问题
I have a simple module like this:
#define MODULE
#include <linux/kernel.h>
#include <linux/module.h>
#include <linux/init.h>
int init_module(void) {
struct inode {
int i_ino;
};
struct dentry {
struct inode *d_inode;
};
struct dentry *f_dentry;
f_dentry = NULL;
struct inode * p = f_dentry->d_inode;
return 0;
}
void cleanup_module(void) {
printk("Goodbye world\n");
}
And my Makefile
is like this:
obj-m += oops.o
all:
make -C /lib/modules/$(shell uname -r)/build M=$(PWD) modules
clean:
make -C /lib/modules$(shell uname -r)/build M=$(PWD) clean
I expect that the kernel will crash because struct inode * p = f_dentry->d_inode;
has dereferenced a null pointer, right? But it does not. Anything wrong with my idea?

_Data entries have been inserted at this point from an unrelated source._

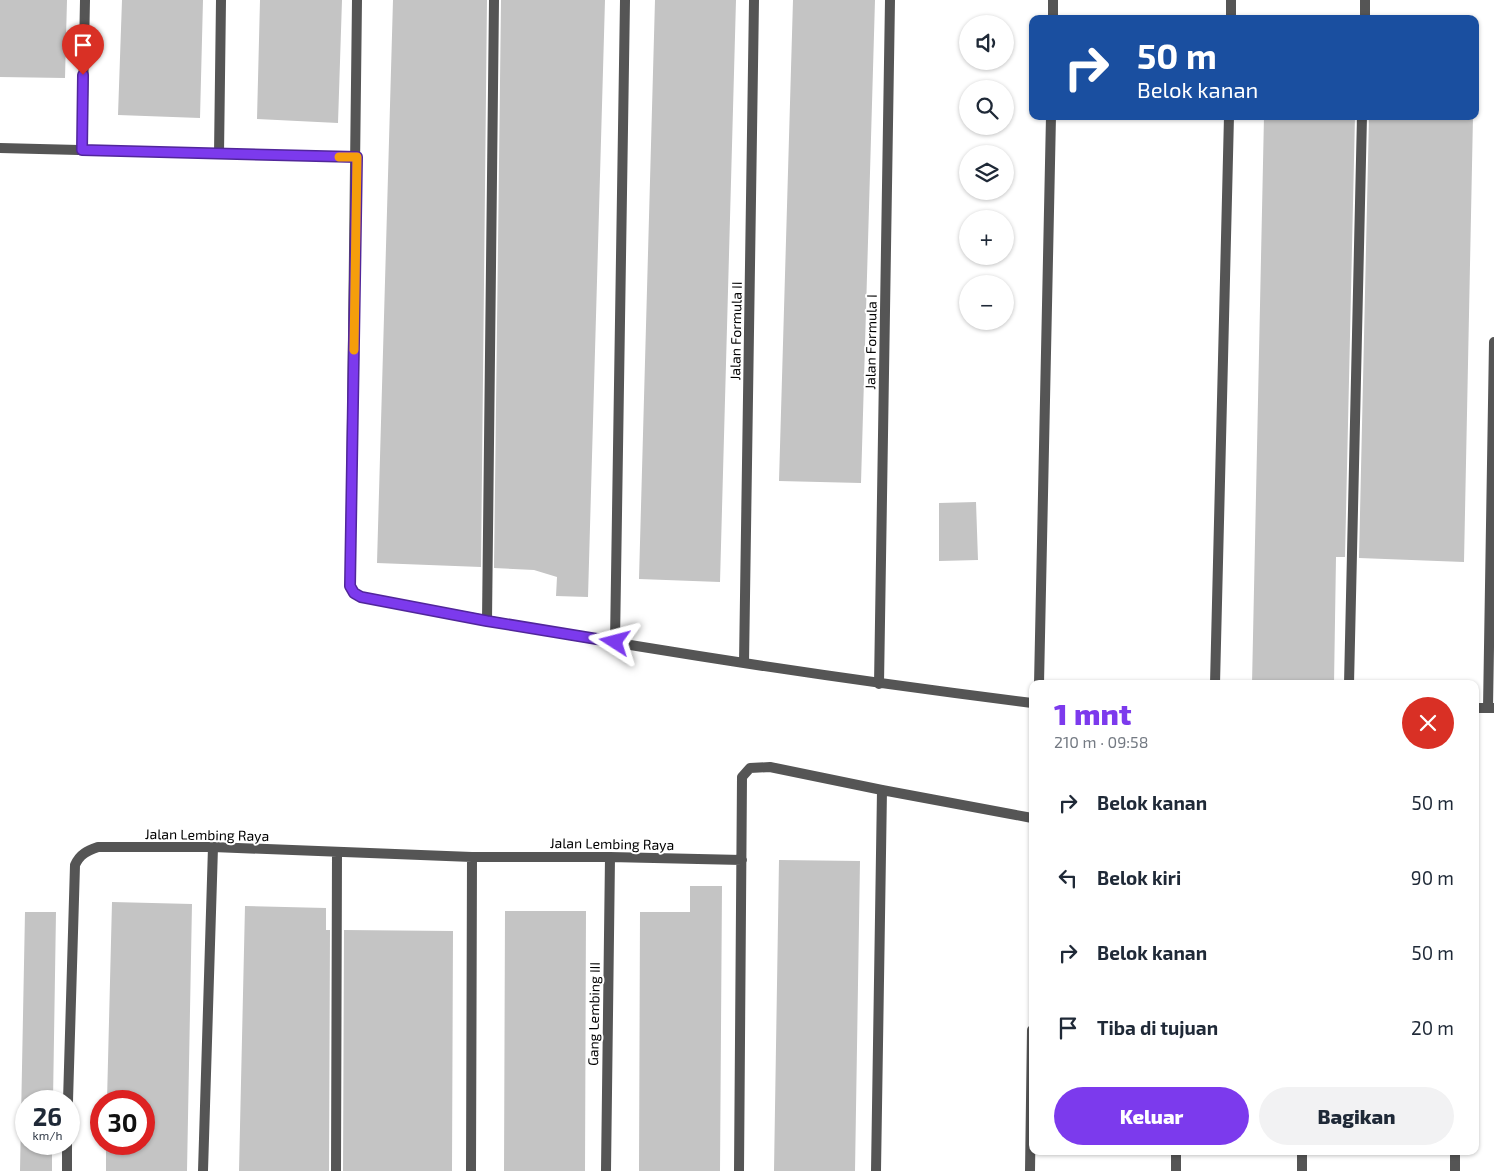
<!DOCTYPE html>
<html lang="id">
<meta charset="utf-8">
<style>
body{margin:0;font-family:"Exo 2",sans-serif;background:#f2f2f3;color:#1f2937;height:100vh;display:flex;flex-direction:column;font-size:19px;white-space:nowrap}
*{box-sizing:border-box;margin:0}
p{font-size:16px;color:#747a83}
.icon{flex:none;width:28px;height:28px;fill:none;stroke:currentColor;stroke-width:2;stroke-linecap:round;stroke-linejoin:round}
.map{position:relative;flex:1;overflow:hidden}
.panel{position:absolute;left:1029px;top:680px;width:450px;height:475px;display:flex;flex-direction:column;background:#fff;border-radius:10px;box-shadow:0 1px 4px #0004}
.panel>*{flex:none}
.guide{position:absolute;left:1029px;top:15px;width:450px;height:105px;border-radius:10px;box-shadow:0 1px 4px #0004;background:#1a4fa0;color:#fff;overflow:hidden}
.fabs{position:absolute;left:959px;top:15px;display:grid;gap:10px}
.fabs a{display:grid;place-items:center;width:55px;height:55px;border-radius:50%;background:#fff;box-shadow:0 1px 4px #0004;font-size:25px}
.speed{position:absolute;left:15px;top:1090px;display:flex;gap:10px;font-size:25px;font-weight:700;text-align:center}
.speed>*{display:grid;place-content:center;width:65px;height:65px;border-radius:50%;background:#fff;box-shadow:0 1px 4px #0004;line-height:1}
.speed small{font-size:12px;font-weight:400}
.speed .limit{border:8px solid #d22;background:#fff;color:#111}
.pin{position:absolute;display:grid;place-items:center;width:42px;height:42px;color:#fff;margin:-51px -21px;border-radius:50% 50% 50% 0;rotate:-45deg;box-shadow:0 0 5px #0007}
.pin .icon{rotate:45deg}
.me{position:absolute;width:55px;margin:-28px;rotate:279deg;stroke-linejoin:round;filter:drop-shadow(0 0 4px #0008)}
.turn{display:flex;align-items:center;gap:18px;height:105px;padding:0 25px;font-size:22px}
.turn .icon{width:65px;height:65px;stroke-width:2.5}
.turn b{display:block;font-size:35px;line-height:42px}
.round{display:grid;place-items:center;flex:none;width:52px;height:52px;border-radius:26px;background:#f2f2f3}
.overview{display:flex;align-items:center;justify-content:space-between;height:85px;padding:0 25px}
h1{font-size:30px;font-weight:800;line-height:38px;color:#7c3aed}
.action{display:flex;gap:10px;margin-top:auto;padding:10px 25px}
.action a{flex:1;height:58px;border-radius:30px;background:#7c3aed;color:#fff;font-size:20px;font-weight:800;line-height:58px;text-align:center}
.action a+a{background:#f2f2f3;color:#1f2937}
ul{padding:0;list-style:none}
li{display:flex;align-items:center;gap:15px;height:75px;padding:0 25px}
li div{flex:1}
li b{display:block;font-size:19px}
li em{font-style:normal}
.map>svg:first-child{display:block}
.building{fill:#c4c4c4}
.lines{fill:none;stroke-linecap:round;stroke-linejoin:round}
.street{stroke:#555;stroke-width:10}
.route-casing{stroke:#51269a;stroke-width:12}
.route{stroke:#7c3aed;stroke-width:9}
.slow{stroke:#f59e0b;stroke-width:9}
.labels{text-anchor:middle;stroke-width:4;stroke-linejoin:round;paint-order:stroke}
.street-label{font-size:14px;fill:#000;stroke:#fff}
</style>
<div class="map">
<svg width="1494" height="1171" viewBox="0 0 1494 1171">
<rect width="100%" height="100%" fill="#fff"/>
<path class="building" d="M0,0H67L65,78L0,77Z
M122,0H203L200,118L118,115Z
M260,0H342L338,123L257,119Z
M393,0H487L481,567L377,563Z
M501,0H605L588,597L556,596L557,577L534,570L494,568Z
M655,0H736L720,582L639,579Z
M793,0H875L861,483L779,481Z
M1264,116H1355L1345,557H1336L1334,684H1252Z
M1369,116H1473L1464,562L1359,558Z
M976,502L978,560L939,561V503Z
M779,860L860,861L855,1171H774Z
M690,886H722L720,1171H639L640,912H690Z
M112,902L192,904L187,1171H106V1144H144V1101H107Z
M245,906L326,908V930H330L329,1171H239Z
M505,911H586L585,1171H504Z
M25,912H56L53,1101H26V1144H52V1171H20Z
M344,930L453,931L452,1171H343Z"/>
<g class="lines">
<path class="street" d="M357,0L350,587L354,593L361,597C584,640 808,675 1032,703
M1053,19V0
M1231,19V0
M1365,19V0
M0,148L357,157
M82,150L85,0
M219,154L221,0
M487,621L494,0
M615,642L625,0
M744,663L754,0
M879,684L890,0
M1039,684L1051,116
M1215,684L1229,116
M1349,684L1362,116
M1475,708H1494
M1488,708L1494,342
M68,1101L75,865C80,854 87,851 98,847H213L472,857H610L742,860
M1455,1151V1171
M67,1171V1144
M203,1171L213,847
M336,1171L337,852
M471,1171L472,857
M606,1171L610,857
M739,1171L742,777L750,768L770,767L882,790L1032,818
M876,1171L882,790
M1030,1171L1032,1030
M1176,1171V1151
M1302,1171V1151"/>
</g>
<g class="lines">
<defs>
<path id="route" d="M83,75L82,150L357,157L350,586L354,593L361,597L487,621L615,642"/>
</defs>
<use href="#route" class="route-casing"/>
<use href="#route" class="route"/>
<path class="slow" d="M339,157H357L354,350"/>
</g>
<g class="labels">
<g class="street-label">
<text transform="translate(736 331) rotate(-89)" y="5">Jalan Formula II</text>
<text transform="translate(871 342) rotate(-89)" y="5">Jalan Formula I</text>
<text transform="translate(207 835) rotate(1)" y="5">Jalan Lembing Raya</text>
<text transform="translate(612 844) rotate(1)" y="5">Jalan Lembing Raya</text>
<text transform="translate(594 1014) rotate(-89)" y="5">Gang Lembing III</text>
</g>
</g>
</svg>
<div class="fabs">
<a><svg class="icon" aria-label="sound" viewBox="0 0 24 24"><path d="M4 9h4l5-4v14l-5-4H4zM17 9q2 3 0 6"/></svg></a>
<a><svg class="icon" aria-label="search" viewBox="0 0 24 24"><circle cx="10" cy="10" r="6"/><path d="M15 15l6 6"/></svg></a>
<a><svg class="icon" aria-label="layers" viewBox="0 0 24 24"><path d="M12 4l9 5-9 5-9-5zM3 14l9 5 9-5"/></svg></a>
<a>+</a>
<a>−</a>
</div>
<div class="speed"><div>26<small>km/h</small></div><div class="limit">30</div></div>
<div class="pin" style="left:83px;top:75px;background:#d93025"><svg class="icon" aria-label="arrive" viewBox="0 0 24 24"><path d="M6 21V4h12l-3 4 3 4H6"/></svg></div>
<svg class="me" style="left:615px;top:642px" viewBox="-20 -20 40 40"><path d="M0-17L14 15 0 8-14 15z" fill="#7c3aed" stroke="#fff" stroke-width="4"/></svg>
<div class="guide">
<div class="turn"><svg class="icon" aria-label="right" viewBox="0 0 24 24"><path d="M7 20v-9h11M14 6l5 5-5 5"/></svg><div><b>50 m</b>Belok kanan</div></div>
</div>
<section class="panel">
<div class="overview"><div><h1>1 mnt</h1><p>210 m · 09:58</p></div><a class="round" style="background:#d93025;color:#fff"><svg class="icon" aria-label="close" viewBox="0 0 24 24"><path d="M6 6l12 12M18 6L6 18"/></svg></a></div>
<ul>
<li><svg class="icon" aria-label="right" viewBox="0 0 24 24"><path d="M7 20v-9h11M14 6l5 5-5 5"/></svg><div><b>Belok kanan</b></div><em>50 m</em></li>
<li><svg class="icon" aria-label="left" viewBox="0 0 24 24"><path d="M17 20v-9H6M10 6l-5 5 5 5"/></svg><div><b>Belok kiri</b></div><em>90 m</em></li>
<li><svg class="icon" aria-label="right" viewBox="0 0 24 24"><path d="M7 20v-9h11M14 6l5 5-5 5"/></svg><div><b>Belok kanan</b></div><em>50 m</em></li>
<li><svg class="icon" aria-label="arrive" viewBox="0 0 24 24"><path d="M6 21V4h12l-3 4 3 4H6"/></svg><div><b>Tiba di tujuan</b></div><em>20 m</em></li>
</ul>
<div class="action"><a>Keluar</a><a>Bagikan</a></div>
</section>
</div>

All right, now I'll have one more try. If my module is like this:
#define MODULE
#include <linux/kernel.h>
#include <linux/module.h>
#include <linux/init.h>
int init_module(void) {
*(int *)0 = 0;
return 0;
}
void cleanup_module(void) {
printk("Goodbye world\n");
}
My computer really crashes. Or anything wrong with my former example? It doesn't dereference a null pointer?
回答1:
If you look at the assembly code(via e.g. objdump -D oops.ko), all of your init_module() is optimized away, presumably because it doesn't do anything.
If you e.g. do p->i_ino = 1;
, you'll likely see different results(Albeit this is undefined behavior, so it's not straight forward to reason about what the code is going to do - better check the assembly in this case too).